**Task prompt**
Look at the data below and print exactly the lines from its first line through the line with "translate:-50% -50%; white-space:nowrap;"; the pictures stay out of the copy.

:: Data extract ::

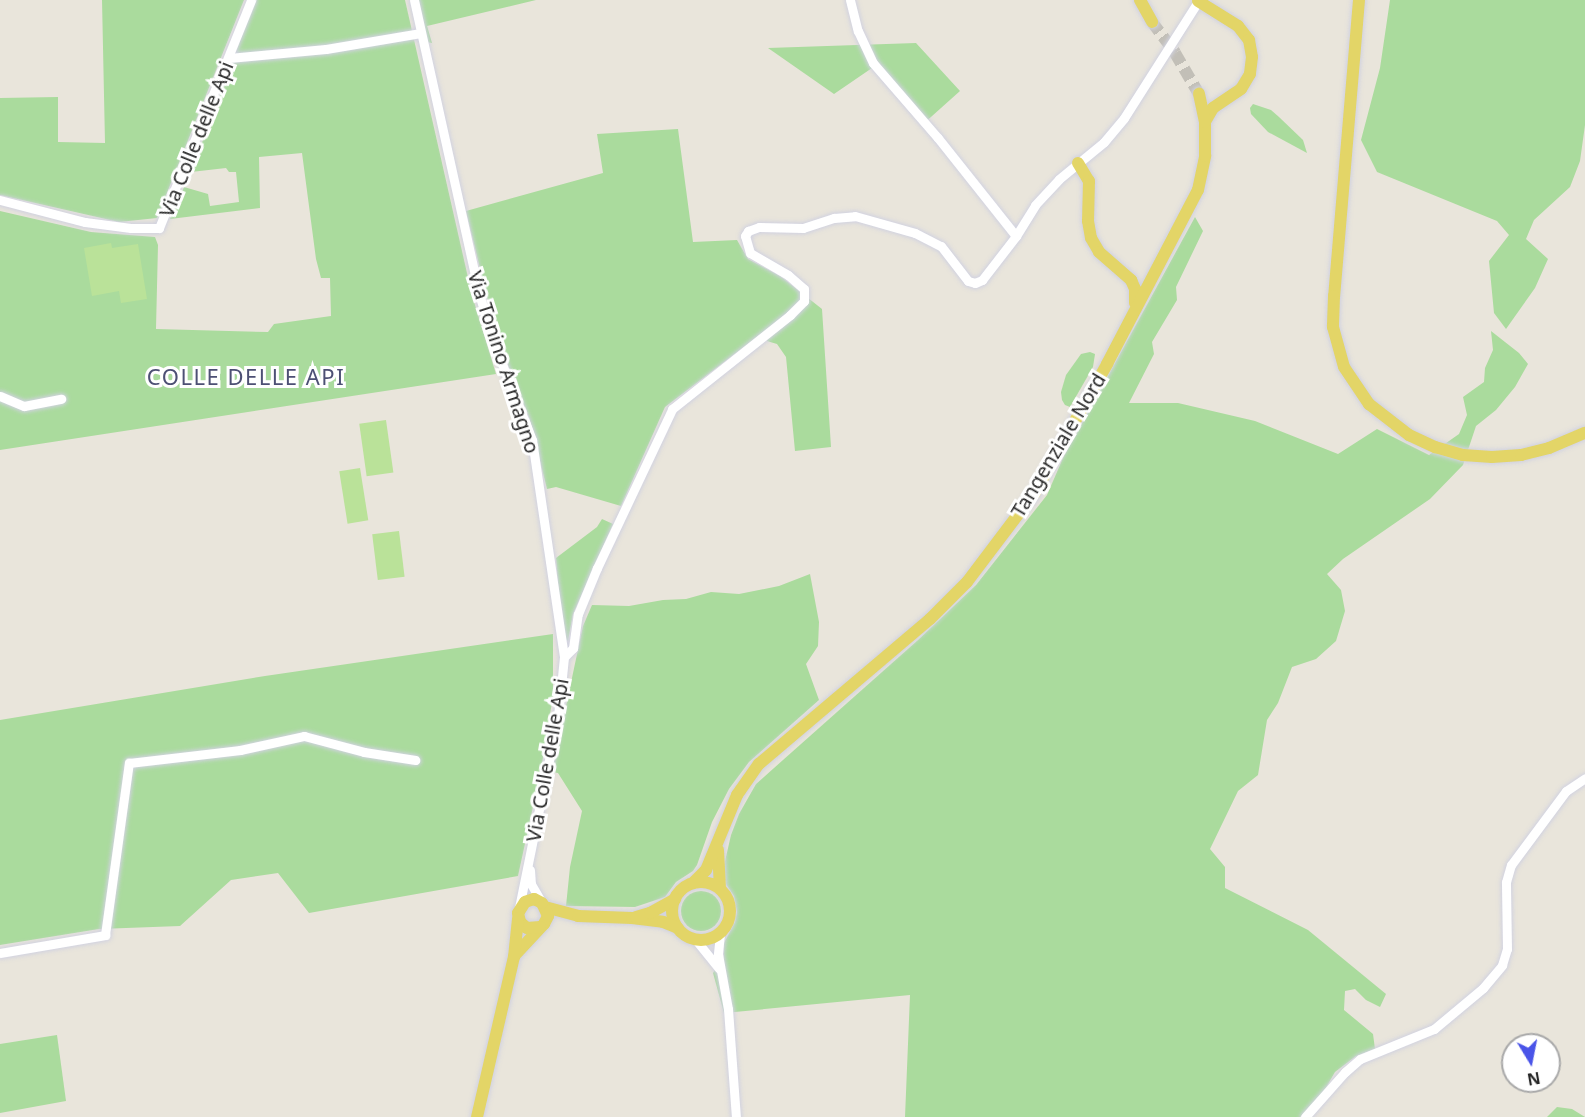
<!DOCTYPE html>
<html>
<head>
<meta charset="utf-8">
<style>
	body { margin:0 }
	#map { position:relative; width:1585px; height:1117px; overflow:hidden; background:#e9e5db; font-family:"Noto Sans",sans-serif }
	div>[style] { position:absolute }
	.green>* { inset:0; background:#aadb9d }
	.round { border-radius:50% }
	.pitch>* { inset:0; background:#bae299; transform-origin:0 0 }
	.major-tunnel>* { height:12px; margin-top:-6px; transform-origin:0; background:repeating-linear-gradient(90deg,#c2bfb7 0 12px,transparent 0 18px) }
	.roads { filter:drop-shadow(0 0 2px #d1d2e0) drop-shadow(0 0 2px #d1d2e0) }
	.minor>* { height:9px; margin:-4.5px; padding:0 4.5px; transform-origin:4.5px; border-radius:4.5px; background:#fff }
	.major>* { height:12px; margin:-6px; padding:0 6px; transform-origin:6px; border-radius:6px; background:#e3d567 }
	.major>.ring { margin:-6px; padding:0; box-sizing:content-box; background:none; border:12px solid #e3d567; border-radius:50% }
	span { translate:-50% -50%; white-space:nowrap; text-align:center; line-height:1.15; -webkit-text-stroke:6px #fff; paint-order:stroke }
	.street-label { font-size:20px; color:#282828 }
	.quarter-label { font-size:22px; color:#4d5074; letter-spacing:1.5px }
	.north { position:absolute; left:1501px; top:1033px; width:60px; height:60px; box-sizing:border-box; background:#fff; border:2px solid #a9a9a9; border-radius:50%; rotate:170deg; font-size:16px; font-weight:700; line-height:24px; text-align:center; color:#282828 }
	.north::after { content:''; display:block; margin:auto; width:21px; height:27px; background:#4a54e8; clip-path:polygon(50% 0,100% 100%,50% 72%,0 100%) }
</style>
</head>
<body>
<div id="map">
	<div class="green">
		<div style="clip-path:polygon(102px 0,244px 0,157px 218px,119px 222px,0 195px,0 98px,58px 97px,58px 142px,105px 143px)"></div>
		<div style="clip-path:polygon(255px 0,405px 0,472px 295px,496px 374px,0 450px,0 211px,91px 232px,155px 237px,158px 245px,156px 329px,268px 332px,274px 324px,331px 316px,330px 278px,321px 278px,316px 259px,302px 153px,259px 157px,260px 208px,170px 219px,184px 187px,208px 194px,210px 206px,239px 202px,236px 172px,229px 172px,226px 168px,191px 172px)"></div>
		<div style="clip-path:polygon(417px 0,536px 0,427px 26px,432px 43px,426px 42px)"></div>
		<div style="clip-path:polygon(1390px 0,1585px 0,1585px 125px,1580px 161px,1570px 187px,1534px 220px,1526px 239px,1548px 259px,1535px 288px,1506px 329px,1494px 313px,1489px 261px,1509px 235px,1497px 221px,1377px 172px,1361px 140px,1380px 68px)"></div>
		<div style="clip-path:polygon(916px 43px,960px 91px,922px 125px,872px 68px,834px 94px,768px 48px)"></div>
		<div style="clip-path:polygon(1253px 104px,1271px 110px,1279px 117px,1303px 140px,1307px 153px,1268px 132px,1251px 114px,1250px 108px)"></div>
		<div style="clip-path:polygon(678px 129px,693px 242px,737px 240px,748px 259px,780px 276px,822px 309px,831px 447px,795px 451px,786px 357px,777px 344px,767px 341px,762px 333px,665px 407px,621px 506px,556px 487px,547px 489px,529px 417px,497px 338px,466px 211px,603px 173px,597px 134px)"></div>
		<div style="clip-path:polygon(1195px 217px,1203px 231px,1176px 287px,1177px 300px,1152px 342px,1154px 354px,1129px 403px,1178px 403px,1255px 421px,1338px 454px,1377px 429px,1429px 455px,1459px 434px,1467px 415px,1463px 397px,1484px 382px,1485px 368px,1493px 350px,1491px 331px,1519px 353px,1528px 364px,1515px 387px,1496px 410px,1476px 426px,1463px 465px,1430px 499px,1343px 559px,1327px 574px,1341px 590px,1345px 611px,1336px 641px,1316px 659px,1292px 667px,1278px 703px,1267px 720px,1258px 775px,1238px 791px,1210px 849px,1225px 867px,1225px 888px,1308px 930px,1386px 994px,1380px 1007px,1366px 1000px,1355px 989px,1345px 991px,1344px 1010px,1373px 1034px,1375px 1049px,1356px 1056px,1335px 1072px,1319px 1100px,1300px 1117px,905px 1117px,910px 995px,724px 1013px,713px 973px,724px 957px,724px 943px,735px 922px,737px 912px,734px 896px,726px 884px,723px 870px,731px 835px,739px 814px,756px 784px,918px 640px,976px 585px,1047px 495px,1063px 458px)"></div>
		<div style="clip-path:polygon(1090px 352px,1095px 354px,1093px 367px,1070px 407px,1065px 405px,1062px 400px,1061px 392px,1066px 375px,1081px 354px)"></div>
		<div style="clip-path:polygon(602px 519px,613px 524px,573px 614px,568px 641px,565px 639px,560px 607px,556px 558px,597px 527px)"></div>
		<div style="clip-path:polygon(810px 574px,819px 622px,818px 646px,806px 664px,819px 700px,749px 762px,729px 789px,712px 822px,697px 865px,693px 871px,676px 882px,665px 897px,635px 907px,566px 906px,570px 867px,582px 811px,558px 773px,552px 772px,583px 626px,592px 605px,629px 606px,663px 600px,686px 599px,711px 592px,739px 594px,779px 586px)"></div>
		<div style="clip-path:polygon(553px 634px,553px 696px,541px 770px,518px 876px,309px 913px,278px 873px,231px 880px,180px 926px,99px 929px,0 945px,0 720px,265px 676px)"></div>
		<div class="round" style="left:681px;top:891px;width:40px;height:40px"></div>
		<div style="clip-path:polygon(57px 1035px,66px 1101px,0 1113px,0 1044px)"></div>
		<div style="clip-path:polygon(1557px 1107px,1572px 1109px,1585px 1117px,1547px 1117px)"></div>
	</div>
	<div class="pitch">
		<div style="clip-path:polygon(111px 243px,112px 248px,138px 244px,147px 299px,121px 303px,119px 291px,92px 296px,84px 248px)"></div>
		<div style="left:386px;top:420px;width:53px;height:27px;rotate:82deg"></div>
		<div style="left:360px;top:468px;width:53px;height:21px;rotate:81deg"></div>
		<div style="left:399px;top:531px;width:46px;height:27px;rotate:83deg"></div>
	</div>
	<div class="major-tunnel">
		<div style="left:1152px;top:22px;width:39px;rotate:53deg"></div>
		<div style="left:1175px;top:53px;width:48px;rotate:59.7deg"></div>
	</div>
	<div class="roads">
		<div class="minor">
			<div style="left:414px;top:0;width:301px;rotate:77.5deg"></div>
			<div style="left:479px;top:294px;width:54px;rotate:72.9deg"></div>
			<div style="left:495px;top:346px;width:101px;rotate:68.5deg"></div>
			<div style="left:532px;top:440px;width:219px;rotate:81.6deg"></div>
			<div style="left:564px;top:657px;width:59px;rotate:95.8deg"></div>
			<div style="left:558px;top:716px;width:195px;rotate:101.5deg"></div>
			<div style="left:850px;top:0;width:32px;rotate:76deg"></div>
			<div style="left:858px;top:31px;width:35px;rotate:65deg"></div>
			<div style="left:873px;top:63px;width:99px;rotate:49.1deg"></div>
			<div style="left:938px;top:138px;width:125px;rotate:51.5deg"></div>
			<div style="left:229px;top:58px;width:97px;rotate:-5.3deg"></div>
			<div style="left:326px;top:49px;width:96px;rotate:-9.6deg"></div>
			<div style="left:0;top:200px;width:88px;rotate:14.5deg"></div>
			<div style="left:85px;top:222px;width:46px;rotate:7.4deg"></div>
			<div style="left:131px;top:228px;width:28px"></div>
			<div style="left:159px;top:228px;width:246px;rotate:-68deg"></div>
			<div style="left:0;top:396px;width:26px;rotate:23deg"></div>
			<div style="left:24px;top:406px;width:38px;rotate:-11deg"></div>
			<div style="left:564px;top:657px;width:13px;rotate:-45deg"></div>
			<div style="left:573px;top:648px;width:34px;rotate:-82deg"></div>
			<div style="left:578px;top:614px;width:50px;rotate:-67.6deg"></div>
			<div style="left:597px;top:568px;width:176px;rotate:-64.7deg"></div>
			<div style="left:672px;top:409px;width:151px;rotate:-38.5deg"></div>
			<div style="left:790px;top:315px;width:20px;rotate:-45deg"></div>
			<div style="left:804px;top:301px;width:12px;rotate:-90deg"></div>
			<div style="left:804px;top:289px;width:21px;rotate:-139deg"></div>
			<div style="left:788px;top:275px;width:44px;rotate:-149.9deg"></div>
			<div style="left:750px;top:253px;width:18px;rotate:-106deg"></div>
			<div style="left:745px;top:236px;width:6px;rotate:-59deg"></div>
			<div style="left:748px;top:231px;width:12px;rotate:-20deg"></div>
			<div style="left:759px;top:227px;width:44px;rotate:1.3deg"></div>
			<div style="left:803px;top:228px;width:33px;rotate:-18deg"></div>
			<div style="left:834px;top:218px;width:21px;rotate:-5deg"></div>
			<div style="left:855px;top:216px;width:62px;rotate:15.8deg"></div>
			<div style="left:915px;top:233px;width:29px;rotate:27deg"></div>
			<div style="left:941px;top:246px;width:44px;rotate:52.4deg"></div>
			<div style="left:968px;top:281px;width:7px;rotate:16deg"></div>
			<div style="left:975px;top:283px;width:8px;rotate:-23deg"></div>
			<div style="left:982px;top:280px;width:56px;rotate:-52.3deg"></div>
			<div style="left:1016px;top:236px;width:36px;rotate:-58deg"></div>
			<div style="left:1035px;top:205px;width:35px;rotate:-47deg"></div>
			<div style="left:1059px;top:179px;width:58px;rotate:-39.4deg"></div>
			<div style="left:1104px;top:142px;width:31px;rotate:-50deg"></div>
			<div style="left:1124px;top:118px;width:140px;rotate:-57.6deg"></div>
			<div style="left:530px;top:870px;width:14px;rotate:86deg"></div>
			<div style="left:531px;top:884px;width:20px;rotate:60deg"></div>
			<div style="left:720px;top:934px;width:20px;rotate:96deg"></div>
			<div style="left:718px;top:954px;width:56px;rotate:79.7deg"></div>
			<div style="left:728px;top:1009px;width:108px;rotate:85.8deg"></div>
			<div style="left:695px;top:939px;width:38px;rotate:51deg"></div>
			<div style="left:0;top:953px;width:107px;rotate:-9.7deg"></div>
			<div style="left:105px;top:935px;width:174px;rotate:-82.1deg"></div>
			<div style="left:129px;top:763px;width:112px;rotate:-6.7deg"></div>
			<div style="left:240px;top:750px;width:66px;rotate:-12.3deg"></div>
			<div style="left:304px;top:736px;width:62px;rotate:14.9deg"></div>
			<div style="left:364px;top:752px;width:52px;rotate:8.9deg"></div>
			<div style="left:1305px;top:1117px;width:60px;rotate:-48.4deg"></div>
			<div style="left:1345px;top:1072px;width:20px;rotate:-41deg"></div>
			<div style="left:1360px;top:1059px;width:80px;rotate:-22.1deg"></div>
			<div style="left:1434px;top:1029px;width:64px;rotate:-39.9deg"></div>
			<div style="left:1483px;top:988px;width:30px;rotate:-50deg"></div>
			<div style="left:1502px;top:965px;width:17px;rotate:-73deg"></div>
			<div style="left:1507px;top:949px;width:67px;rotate:-90.9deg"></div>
			<div style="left:1506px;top:882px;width:18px;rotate:-74deg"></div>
			<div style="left:1511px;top:865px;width:92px;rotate:-53.4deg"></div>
			<div style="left:1566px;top:791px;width:23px;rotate:-34deg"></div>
		</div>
		<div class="major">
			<div style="left:1140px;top:0;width:25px;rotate:61deg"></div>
			<div style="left:1359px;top:0;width:297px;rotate:94.8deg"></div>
			<div style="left:1334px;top:296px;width:31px;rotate:92deg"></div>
			<div style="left:1333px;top:327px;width:41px;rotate:74.6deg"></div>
			<div style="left:1344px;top:367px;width:45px;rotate:56deg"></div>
			<div style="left:1369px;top:404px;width:51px;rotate:37.8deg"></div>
			<div style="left:1409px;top:435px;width:29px;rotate:25deg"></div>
			<div style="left:1435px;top:447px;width:29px;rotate:16deg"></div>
			<div style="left:1463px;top:455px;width:29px;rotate:4deg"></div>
			<div style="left:1492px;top:457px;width:29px;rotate:-4deg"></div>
			<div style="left:1521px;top:455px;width:29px;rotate:-14deg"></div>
			<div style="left:1549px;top:448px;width:39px;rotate:-23deg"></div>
			<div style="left:1198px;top:1px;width:47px;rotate:32deg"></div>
			<div style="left:1238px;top:26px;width:18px;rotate:52deg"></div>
			<div style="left:1249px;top:40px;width:17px;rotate:80deg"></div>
			<div style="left:1252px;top:57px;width:17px;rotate:97deg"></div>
			<div style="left:1250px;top:74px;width:17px;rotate:121deg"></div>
			<div style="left:1241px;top:89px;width:34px;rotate:146deg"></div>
			<div style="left:1213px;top:108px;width:16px;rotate:120deg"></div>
			<div style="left:1078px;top:163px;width:21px;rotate:59deg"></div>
			<div style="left:1089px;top:181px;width:40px;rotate:91.4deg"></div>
			<div style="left:1088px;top:221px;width:17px;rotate:80deg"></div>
			<div style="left:1091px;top:238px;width:16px;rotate:60deg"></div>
			<div style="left:1099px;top:252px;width:43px;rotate:41.2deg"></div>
			<div style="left:1131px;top:280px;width:10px;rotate:66deg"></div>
			<div style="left:1135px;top:289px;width:14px;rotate:90deg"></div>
			<div style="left:718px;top:850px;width:38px;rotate:87deg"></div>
			<div class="ring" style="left:672px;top:882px;width:46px;height:46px"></div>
			<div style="left:693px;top:883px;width:18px;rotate:-45deg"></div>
			<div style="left:706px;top:870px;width:81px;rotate:-67.5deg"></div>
			<div style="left:737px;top:795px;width:38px;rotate:-55deg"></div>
			<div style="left:759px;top:764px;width:224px;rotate:-40.3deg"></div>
			<div style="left:930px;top:619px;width:52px;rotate:-45deg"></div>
			<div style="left:967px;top:582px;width:113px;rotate:-52.9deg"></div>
			<div style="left:1035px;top:492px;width:147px;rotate:-60.6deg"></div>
			<div style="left:1107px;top:364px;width:196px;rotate:-62.4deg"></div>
			<div style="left:1198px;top:190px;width:35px;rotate:-78deg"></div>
			<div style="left:1205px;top:156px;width:34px;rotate:-90deg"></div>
			<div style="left:1205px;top:122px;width:29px;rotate:-102deg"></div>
			<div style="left:545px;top:907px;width:34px;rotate:15deg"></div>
			<div style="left:578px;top:916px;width:54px;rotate:2.1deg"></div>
			<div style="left:632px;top:918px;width:31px;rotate:7deg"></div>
			<div style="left:663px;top:922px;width:16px;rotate:22deg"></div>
			<div style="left:636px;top:917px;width:15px;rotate:-16deg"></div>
			<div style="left:650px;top:913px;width:29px;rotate:-29deg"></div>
			<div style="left:516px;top:954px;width:41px;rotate:-47deg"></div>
			<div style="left:544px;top:924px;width:9px;rotate:-63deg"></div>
			<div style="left:548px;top:916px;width:14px;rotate:-115deg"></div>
			<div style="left:542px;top:903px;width:9px;rotate:-153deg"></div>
			<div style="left:534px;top:899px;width:9px;rotate:162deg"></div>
			<div style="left:525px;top:902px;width:13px;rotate:122deg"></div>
			<div style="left:518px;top:913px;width:9px;rotate:77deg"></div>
			<div style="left:520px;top:922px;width:9px;rotate:41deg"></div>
			<div style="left:527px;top:928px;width:13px;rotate:-4deg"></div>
			<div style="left:477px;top:1117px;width:164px;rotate:-77deg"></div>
			<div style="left:514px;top:957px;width:39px;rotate:-84deg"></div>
		</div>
	</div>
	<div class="street-label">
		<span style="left:196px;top:139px;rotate:-68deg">Via Colle delle Api</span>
		<span style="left:504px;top:362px;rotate:72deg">Via Tonino Armagno</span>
		<span style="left:1058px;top:445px;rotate:-59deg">Tangenziale Nord</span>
		<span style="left:547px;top:760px;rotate:-80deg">Via Colle delle Api</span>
	</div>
	<div class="quarter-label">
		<span style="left:246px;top:377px">COLLE DELLE API</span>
	</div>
	<div class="north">N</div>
</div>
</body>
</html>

:::

**Response**
<!DOCTYPE html>
<html>
<head>
<meta charset="utf-8">
<style>
	body { margin:0 }
	#map { position:relative; width:1585px; height:1117px; overflow:hidden; background:#e9e5db; font-family:"Noto Sans",sans-serif }
	div>[style] { position:absolute }
	.green>* { inset:0; background:#aadb9d }
	.round { border-radius:50% }
	.pitch>* { inset:0; background:#bae299; transform-origin:0 0 }
	.major-tunnel>* { height:12px; margin-top:-6px; transform-origin:0; background:repeating-linear-gradient(90deg,#c2bfb7 0 12px,transparent 0 18px) }
	.roads { filter:drop-shadow(0 0 2px #d1d2e0) drop-shadow(0 0 2px #d1d2e0) }
	.minor>* { height:9px; margin:-4.5px; padding:0 4.5px; transform-origin:4.5px; border-radius:4.5px; background:#fff }
	.major>* { height:12px; margin:-6px; padding:0 6px; transform-origin:6px; border-radius:6px; background:#e3d567 }
	.major>.ring { margin:-6px; padding:0; box-sizing:content-box; background:none; border:12px solid #e3d567; border-radius:50% }
	span { translate:-50% -50%; white-space:nowrap; text-align:center; line-height:1.15; -webkit-text-stroke:6px #fff; paint-order:stroke }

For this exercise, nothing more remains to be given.